## Your task
Go through the entries below and copy each line containing the word "Sioux".

[Opening Given information section]

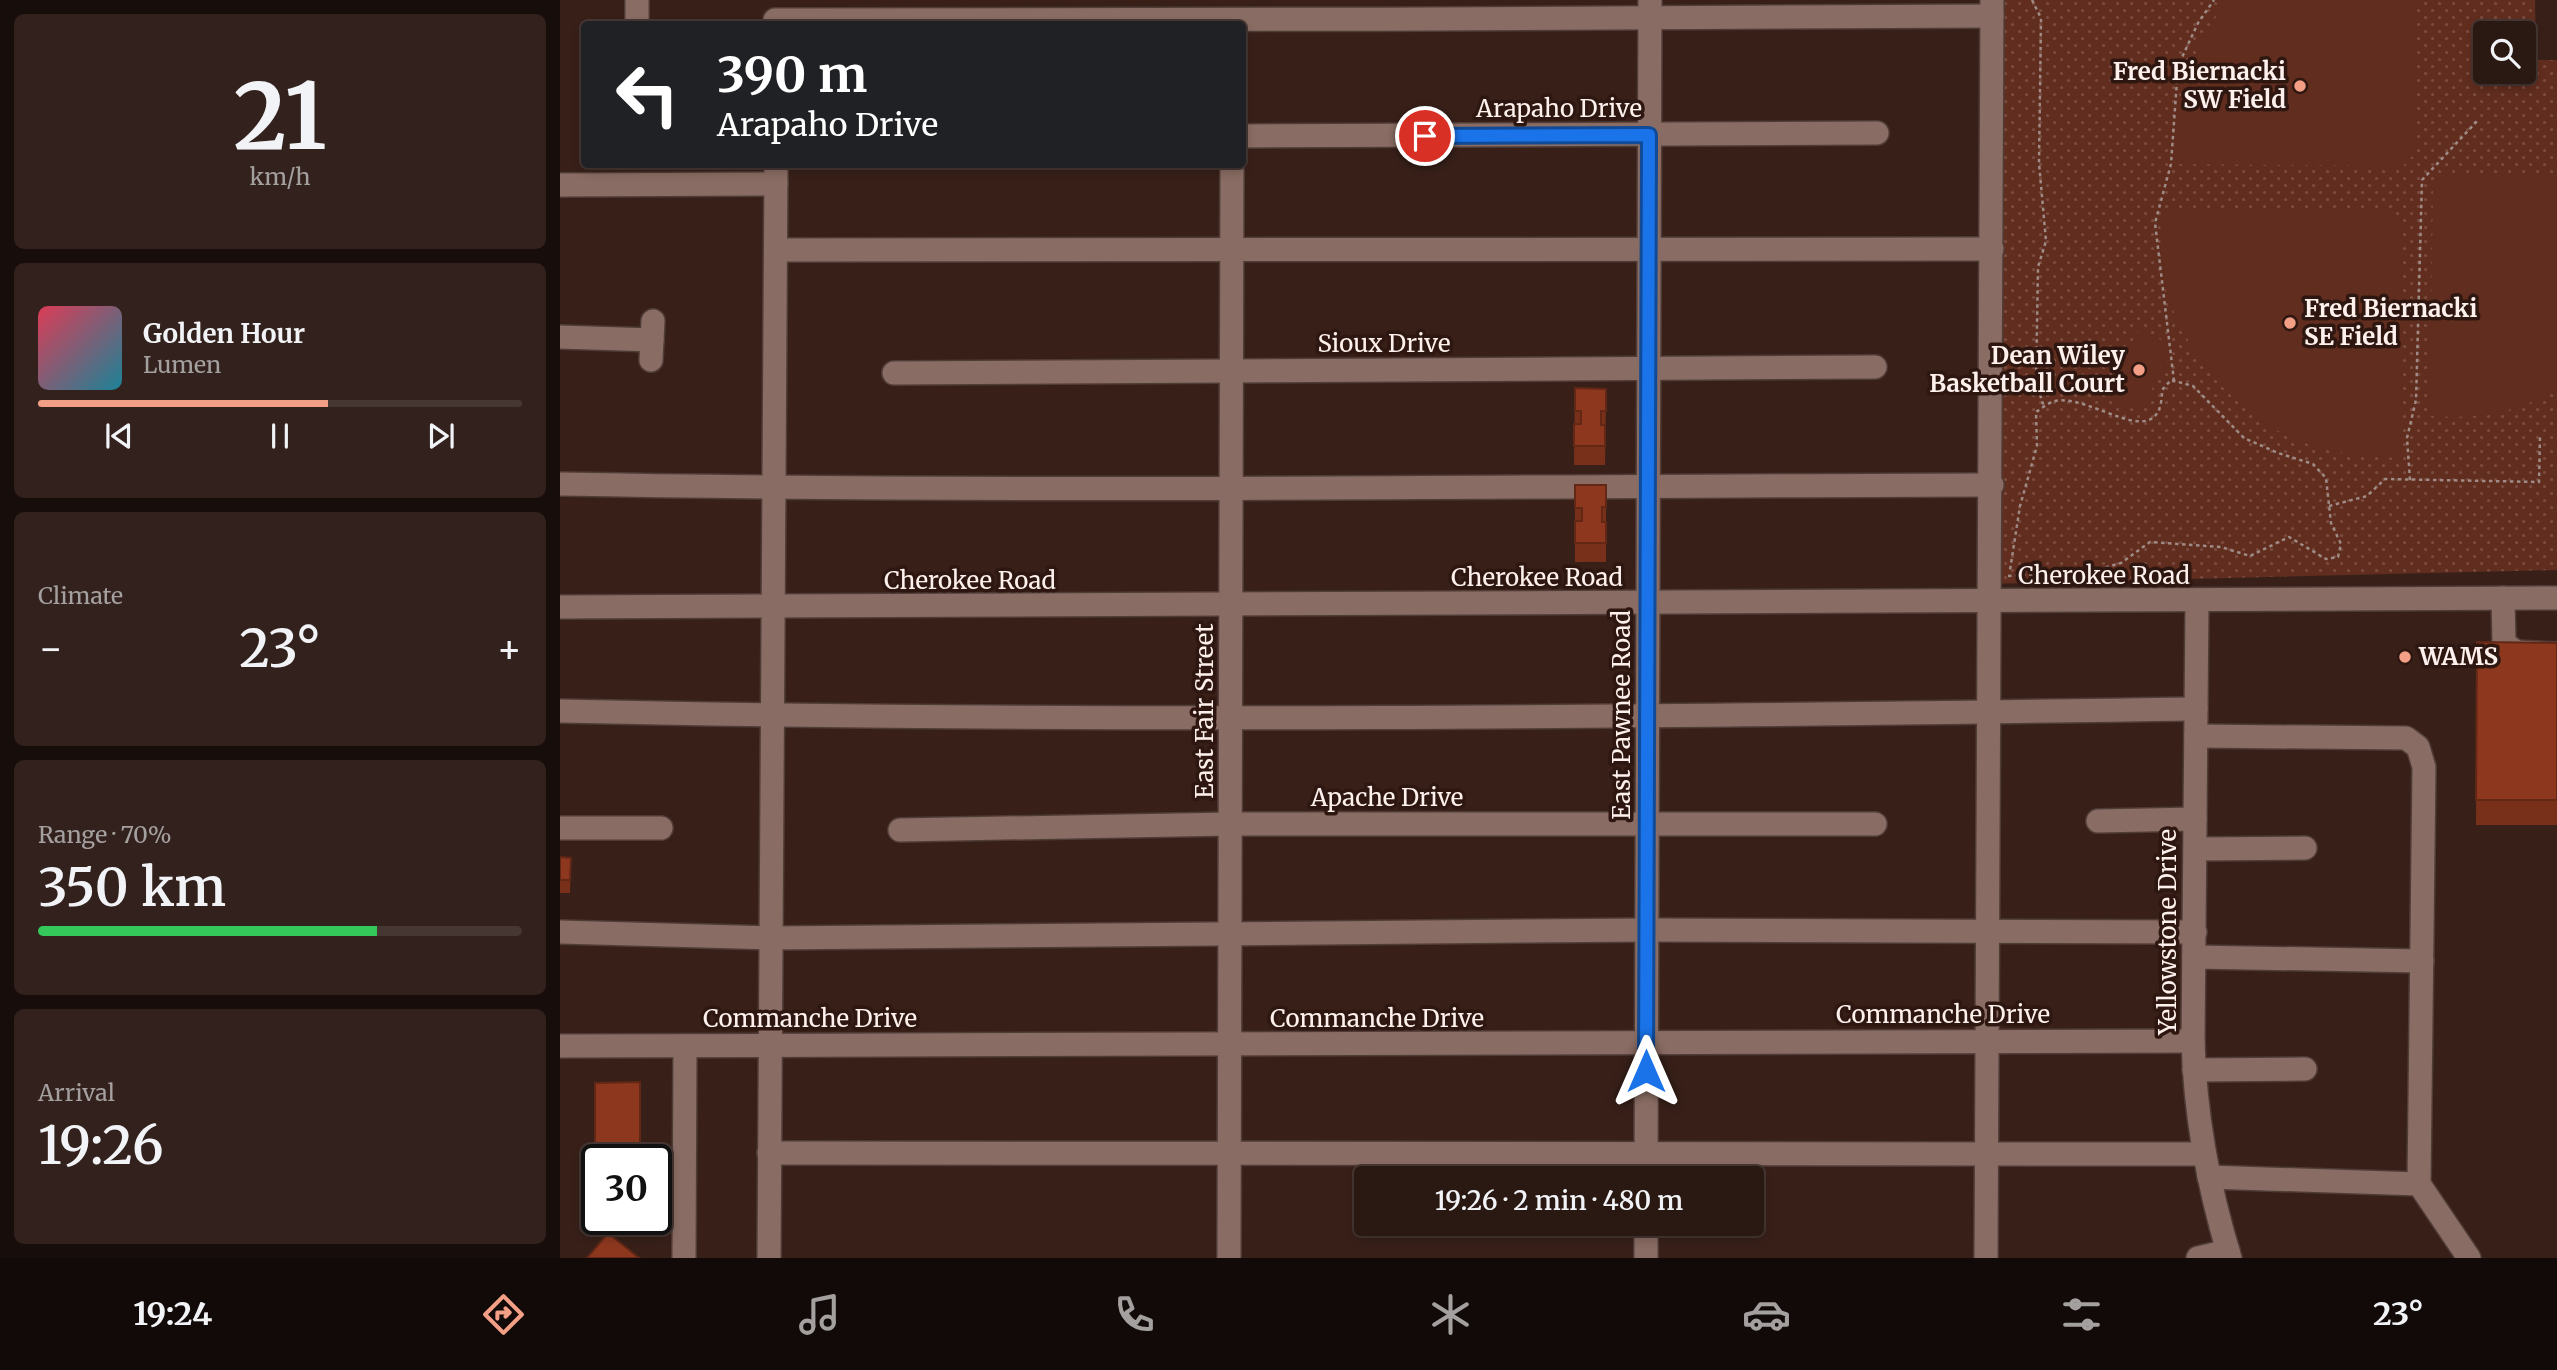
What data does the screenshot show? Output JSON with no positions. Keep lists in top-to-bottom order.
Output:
{
  "streets": {
    "street": [
      "Arapaho Drive",
      "Sioux Drive",
      "Cherokee Road",
      "East Fair Street",
      "East Pawnee Road",
      "Apache Drive",
      "Yellowstone Drive",
      "Commanche Drive"
    ]
  },
  "crossings": [
    ["Arapaho Drive", "East Pawnee Road"],
    ["Sioux Drive", "East Fair Street"],
    ["Sioux Drive", "East Pawnee Road"],
    ["Cherokee Road", "East Fair Street"],
    ["Cherokee Road", "East Pawnee Road"],
    ["Cherokee Road", "Yellowstone Drive"],
    ["East Fair Street", "Apache Drive"],
    ["East Fair Street", "Commanche Drive"],
    ["East Pawnee Road", "Apache Drive"],
    ["East Pawnee Road", "Commanche Drive"],
    ["Yellowstone Drive", "Commanche Drive"]
  ],
  "places": [
    "Fred Biernacki SW Field",
    "Fred Biernacki SE Field",
    "Dean Wiley Basketball Court",
    "WAMS"
  ],
  "page": {
    "tile": [
      ["21", "km/h"],
      "Climate",
      ["Range · 70%", "350 km"],
      ["Arrival", "19:26"]
    ],
    "turn": ["390 m", "Arapaho Drive"],
    "song": ["Golden Hour", "Lumen"],
    "heat": ["−", "23°", "+"],
    "limit": "30",
    "trip": "19:26 · 2 min · 480 m",
    "tabs": ["19:24", "23°"]
  }
}
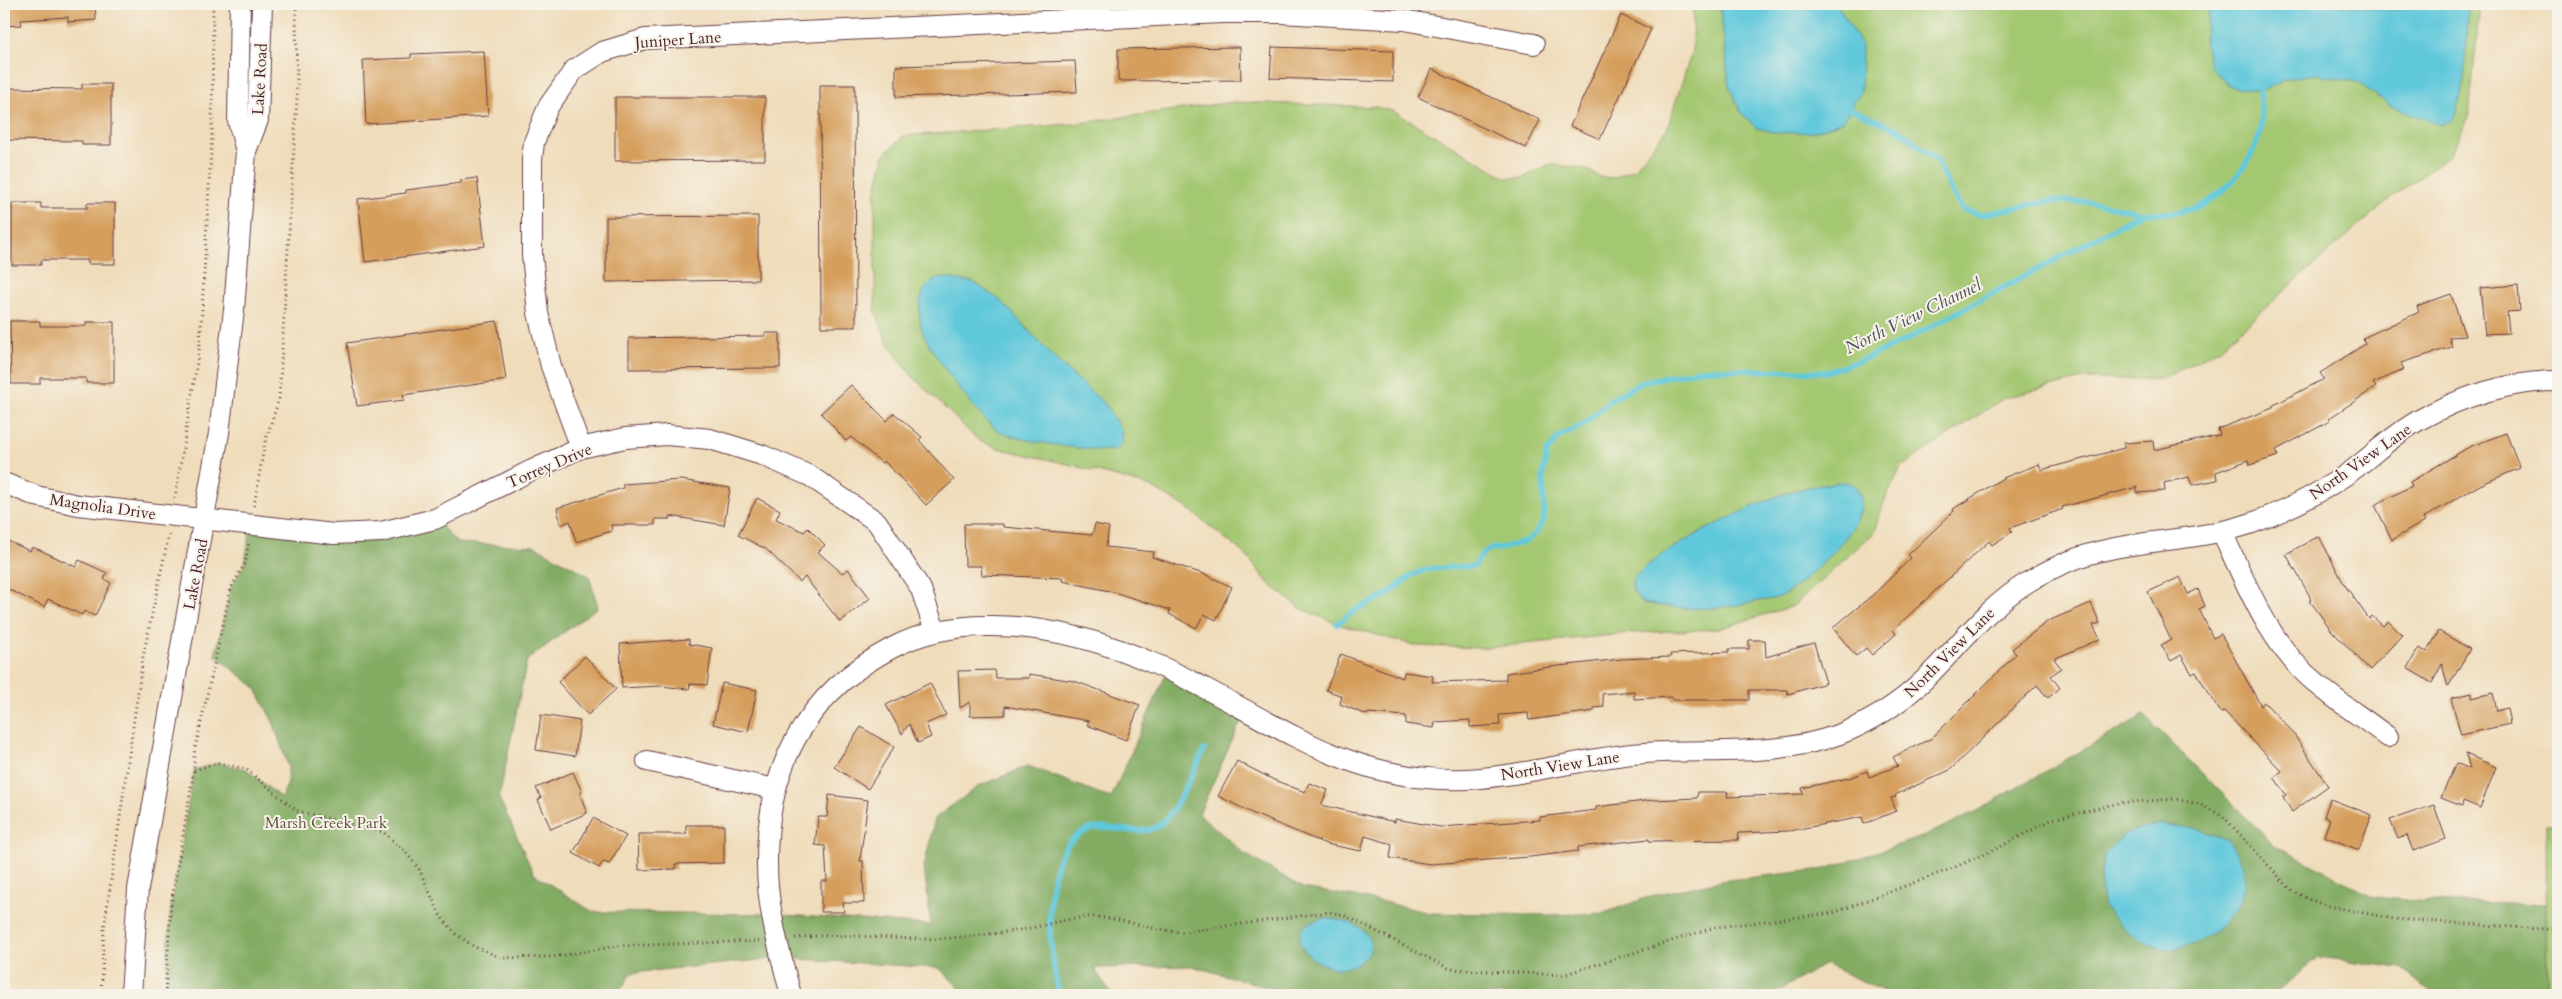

[Closing Given information section]

## Output for this exercise
      "Sioux Drive",
    ["Sioux Drive", "East Fair Street"],
    ["Sioux Drive", "East Pawnee Road"],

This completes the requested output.